Indeed, despite its location, the series evokes so little sense of Paris or its people that it could just as easily have been set in London, Dublin, Berlin – or the Montreal from which co-creator and main writer Rene Balcer hails.

In short, this is one of those international productions so intent on snaring an Anglo-American audience that it ends up like a diluted hybrid of Criminal Minds, Leverage, NCIS and any or all of the CSI spin-offs.

All the clichés are here, not least the hard-living hero's unhappy relationship with an estranged daughter, and all are expressed in the kind of language seldom encountered on the streets of Paris. "Hey, asswipe, give me back my stuff," a drug addict says menacingly to our hero, while one of the villain's girlfriends is described as "a real space oddity".

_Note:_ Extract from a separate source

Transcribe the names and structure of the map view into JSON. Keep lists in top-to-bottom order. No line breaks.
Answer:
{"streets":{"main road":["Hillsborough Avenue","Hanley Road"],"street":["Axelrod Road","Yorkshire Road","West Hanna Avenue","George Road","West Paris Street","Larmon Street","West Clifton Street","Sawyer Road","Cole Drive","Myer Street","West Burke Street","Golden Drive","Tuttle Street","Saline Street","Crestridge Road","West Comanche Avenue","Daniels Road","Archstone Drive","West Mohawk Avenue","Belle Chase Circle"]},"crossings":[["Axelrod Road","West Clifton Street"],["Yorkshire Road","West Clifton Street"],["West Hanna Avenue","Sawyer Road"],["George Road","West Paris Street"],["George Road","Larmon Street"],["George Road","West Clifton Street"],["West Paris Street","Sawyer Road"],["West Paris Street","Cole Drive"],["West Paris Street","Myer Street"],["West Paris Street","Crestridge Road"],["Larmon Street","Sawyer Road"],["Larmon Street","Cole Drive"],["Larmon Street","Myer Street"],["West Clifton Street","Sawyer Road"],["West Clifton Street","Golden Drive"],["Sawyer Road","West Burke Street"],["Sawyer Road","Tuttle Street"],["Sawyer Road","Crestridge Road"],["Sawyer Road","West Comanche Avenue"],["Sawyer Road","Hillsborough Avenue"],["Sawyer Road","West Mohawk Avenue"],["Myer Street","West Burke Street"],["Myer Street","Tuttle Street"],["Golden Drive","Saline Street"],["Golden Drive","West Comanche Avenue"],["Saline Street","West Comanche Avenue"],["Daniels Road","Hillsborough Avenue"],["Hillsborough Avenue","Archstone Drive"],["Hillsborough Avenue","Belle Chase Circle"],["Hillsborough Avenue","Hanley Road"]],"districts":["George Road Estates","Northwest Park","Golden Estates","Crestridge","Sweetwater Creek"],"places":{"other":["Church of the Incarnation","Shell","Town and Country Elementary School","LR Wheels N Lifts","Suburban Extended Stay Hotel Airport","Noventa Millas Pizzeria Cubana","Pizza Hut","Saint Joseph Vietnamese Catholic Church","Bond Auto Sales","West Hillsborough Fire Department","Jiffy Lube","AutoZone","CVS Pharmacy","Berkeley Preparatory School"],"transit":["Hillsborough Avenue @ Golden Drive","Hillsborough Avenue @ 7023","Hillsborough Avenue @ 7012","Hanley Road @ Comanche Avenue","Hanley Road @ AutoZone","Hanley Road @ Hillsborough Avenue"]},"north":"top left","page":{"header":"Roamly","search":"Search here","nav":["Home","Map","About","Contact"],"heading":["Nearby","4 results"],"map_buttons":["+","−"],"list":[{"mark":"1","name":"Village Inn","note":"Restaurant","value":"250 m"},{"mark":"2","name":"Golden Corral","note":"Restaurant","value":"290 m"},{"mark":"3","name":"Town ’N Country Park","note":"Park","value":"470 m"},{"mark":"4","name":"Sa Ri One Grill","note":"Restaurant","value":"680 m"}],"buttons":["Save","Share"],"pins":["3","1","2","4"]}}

We hear also of "snitches" and "two-bit dope dealers" and all those other phrases wearily familiar from decades of US cop shows. But, gee whiz, doesn't Notre Dame make a cute backdrop to a murder?

However, if it's genuine local atmosphere you want, The Fall (RTÉ One/BBC Two) is your go-to series, though inhabitants of Belfast might wonder if, after three decades of the Troubles, their city is ever going to get a decent break – here, it's the unsettling location for serial murders, sleazy politicos, corrupt policemen and sinister paramilitaries.

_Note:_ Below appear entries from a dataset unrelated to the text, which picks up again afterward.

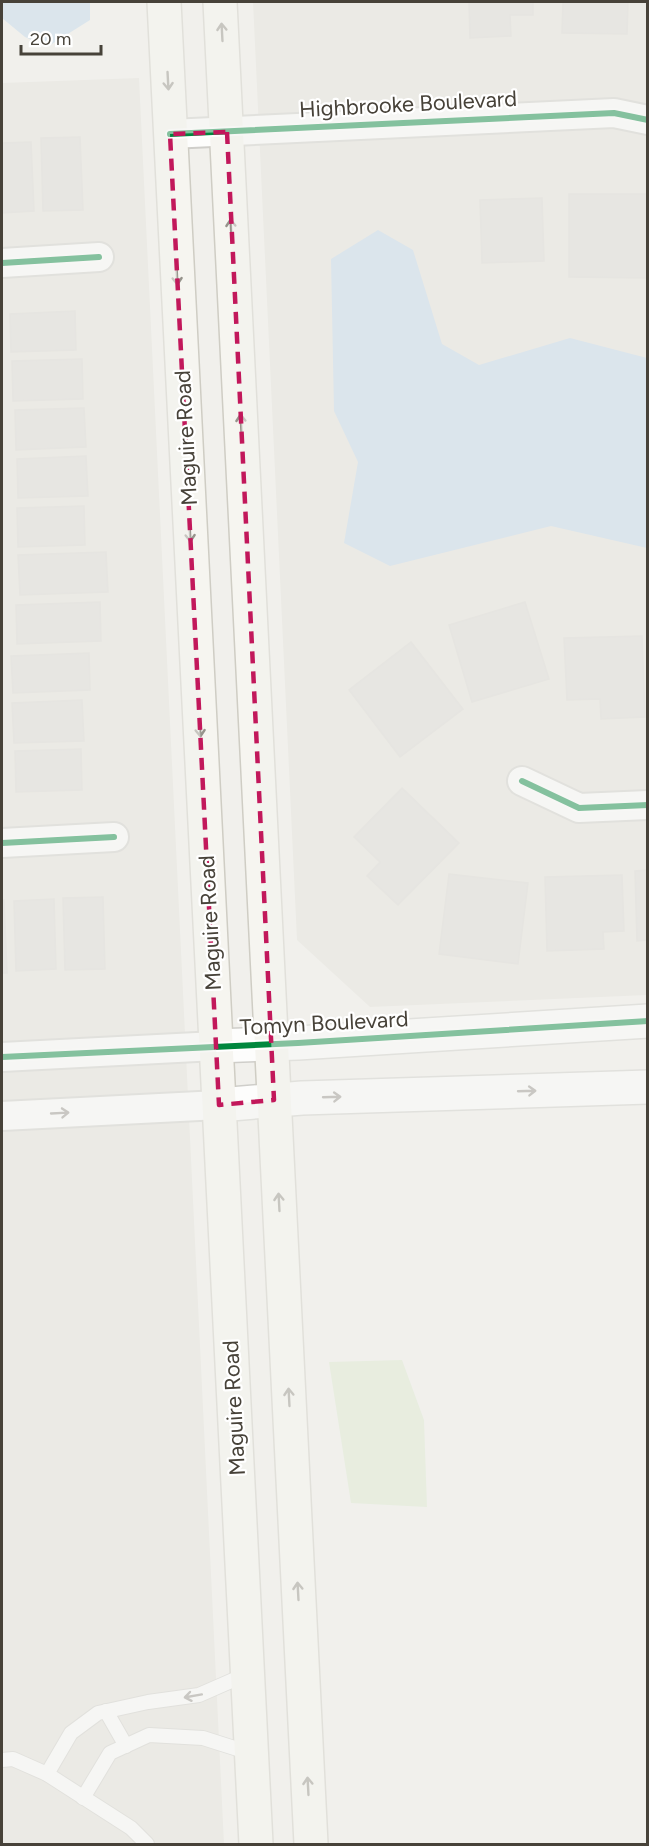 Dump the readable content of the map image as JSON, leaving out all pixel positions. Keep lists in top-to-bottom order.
{
  "streets": {
    "main road": ["Maguire Road"],
    "street": ["Highbrooke Boulevard", "Tomyn Boulevard"]
  },
  "crossings": [
    ["Highbrooke Boulevard", "Maguire Road"],
    ["Maguire Road", "Tomyn Boulevard"]
  ],
  "scale_bar": "20 m"
}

This week's second episode was just as alarming as the first and with plot developments that made you feel there's more to this chilling drama than the isolated killing spree of a psychotic individual. So far the series is maintaining its tone and its nerve. Let's hope it stays that way.

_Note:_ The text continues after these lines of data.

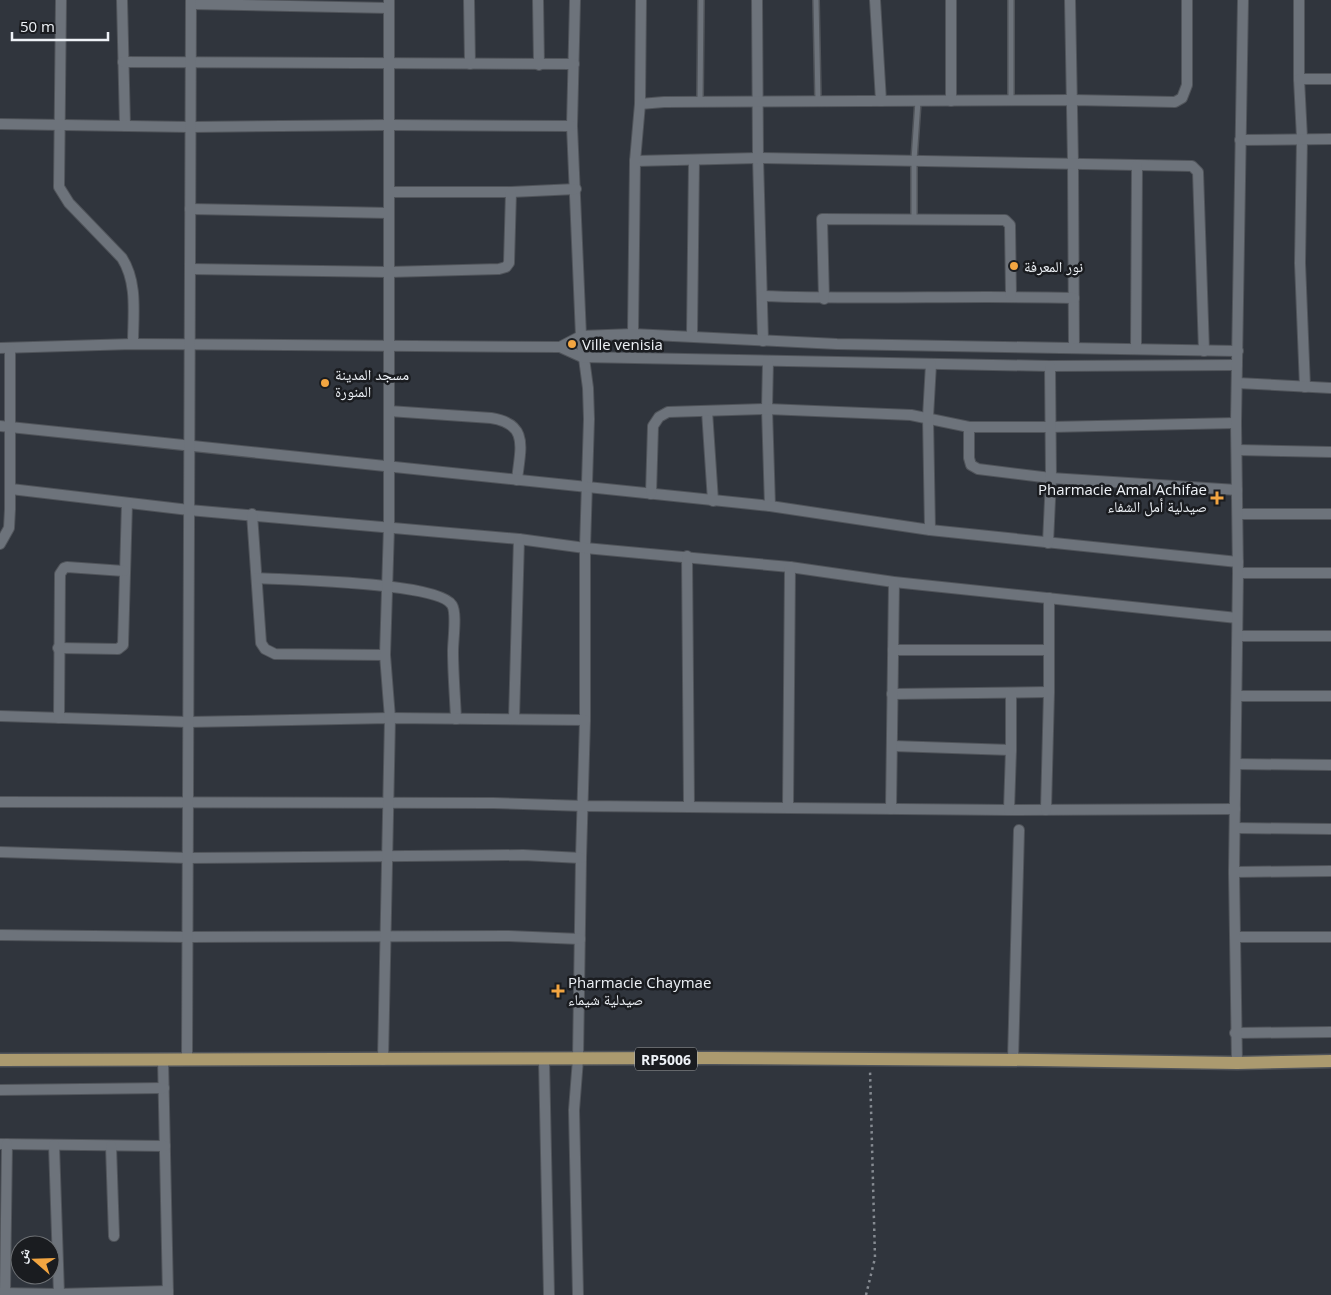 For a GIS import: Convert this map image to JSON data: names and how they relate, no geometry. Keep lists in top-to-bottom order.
{
  "streets": {
    "main road": ["RP5006"]
  },
  "places": {
    "other": ["نور المعرفة", "Ville venisia", "مسجد المدينة المنورة"],
    "health": ["Pharmacie Amal Achifae صيدلية أمل الشفاء", "Pharmacie Chaymae صيدلية شيماء"]
  },
  "scale_bar": "50 m",
  "north": "left"
} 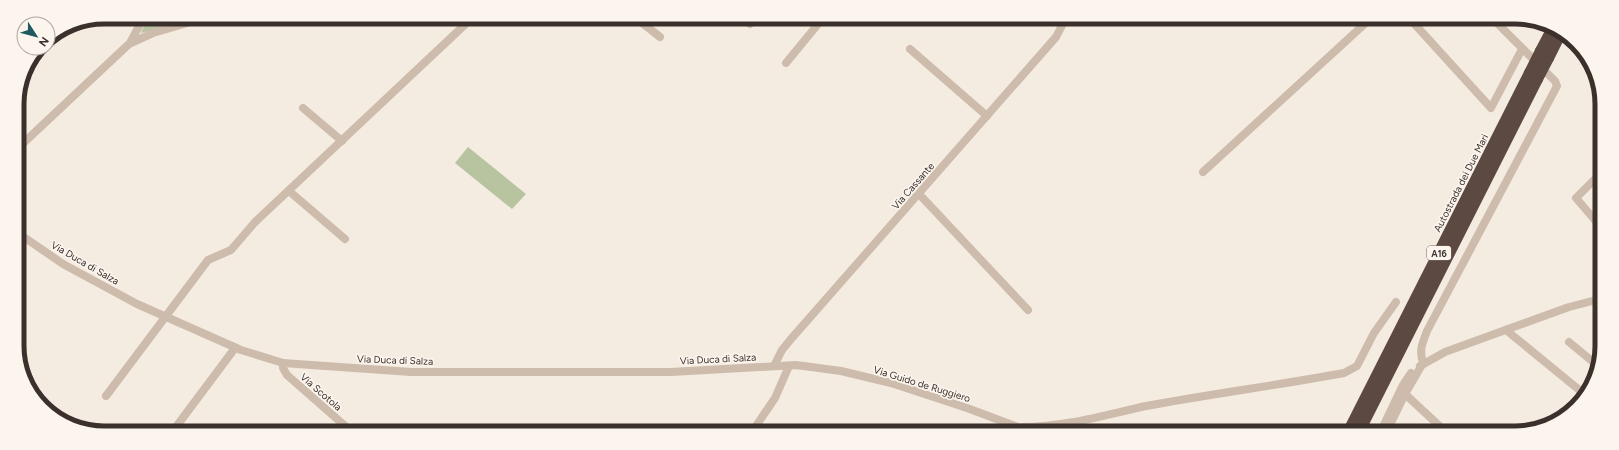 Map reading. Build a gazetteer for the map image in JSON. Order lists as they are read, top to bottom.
{
  "streets": {
    "highway": ["Autostrada dei Due Mari", "A16"],
    "street": [
      "Via Cassante",
      "Via Duca di Salza",
      "Via Guido de Ruggiero",
      "Via Scotola"
    ]
  },
  "crossings": [
    ["Via Cassante", "Via Duca di Salza"],
    ["Via Duca di Salza", "Via Guido de Ruggiero"],
    ["Via Duca di Salza", "Via Scotola"]
  ],
  "north": "bottom right"
}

The problem with Case Histories (BBC One), based on crime novels by Kate Atkinson, is that it doesn't seem to know what tone to adopt and so it aims for a blend of the whimsical, the jokey and the hard-boiled. The result makes for uneasy viewing.

It didn't help that much of the plot in this first episode seemed to make no sense. Why exactly was the prostitute murdered in her flat? And who murdered her? Perhaps if the makers had spent less time reminding us how private eye Jackson Brodie was missing his estranged little daughter, we'd have found out.

As in the initial season, there are two reasons for paying some heed to this drama. One is the persuasive playing by Jason Isaacs of the prickly if melancholy main character, and the other is the city of Edinburgh, so vividly evoked that you can't imagine the action being set elsewhere. How about that, Jo? And, come to think of it, what kind of name is that for un homme?

Hillsborough: How They Buried the Truth (BBC One) was an hour-long Panorama investigation that promised revelations it didn't deliver about how 96 Liverpool supporters happened to die in that ghastly 1989 football disaster.

Still, it was salutary to be reminded of the extent of a police and judicial cover-up which discredited eyewitnesses, amended truthful statements by policemen who were at the ground and shifted blame on to the Liverpool fans, leaving families of the victims outraged at the eventual, glib verdict of "accidental death".

Since last September's independent inquiry, the truth is now well known, but it remains disgraceful that it took 23 years for this to come about.

The Family Project is RTÉ One's latest dogged foray into do-goodery television. It's as if our national broadcaster is saying: hey, we may not be making programmes you might actually want to watch, but don't ever doubt our earnestness when it comes to the disadvantaged.

This particular brainwave pairs six celebrities with six families who are attempting to overcome educational deficiencies, and on Monday night we were introduced to Clondalkin native Wes Doyle, who left school early and always regretted not sitting the Leaving Cert.

Enter champion jockey Johnny Murtagh, who had also left school early and had also regretted doing so. Indeed, he confided that he had often found himself in social situations where his lack of education had left him feeling awkward and embarrassed. So he had a thing or two to say that might motivate Wes – not to mention Wes's son, Luke, who was in sixth class but was rapidly losing interest in school.

Indeed, Johnny had lots of encouragement for Wes and Luke, and I wished them all well, though why I was being asked to watch this dutiful and staggeringly dull programme was never explained.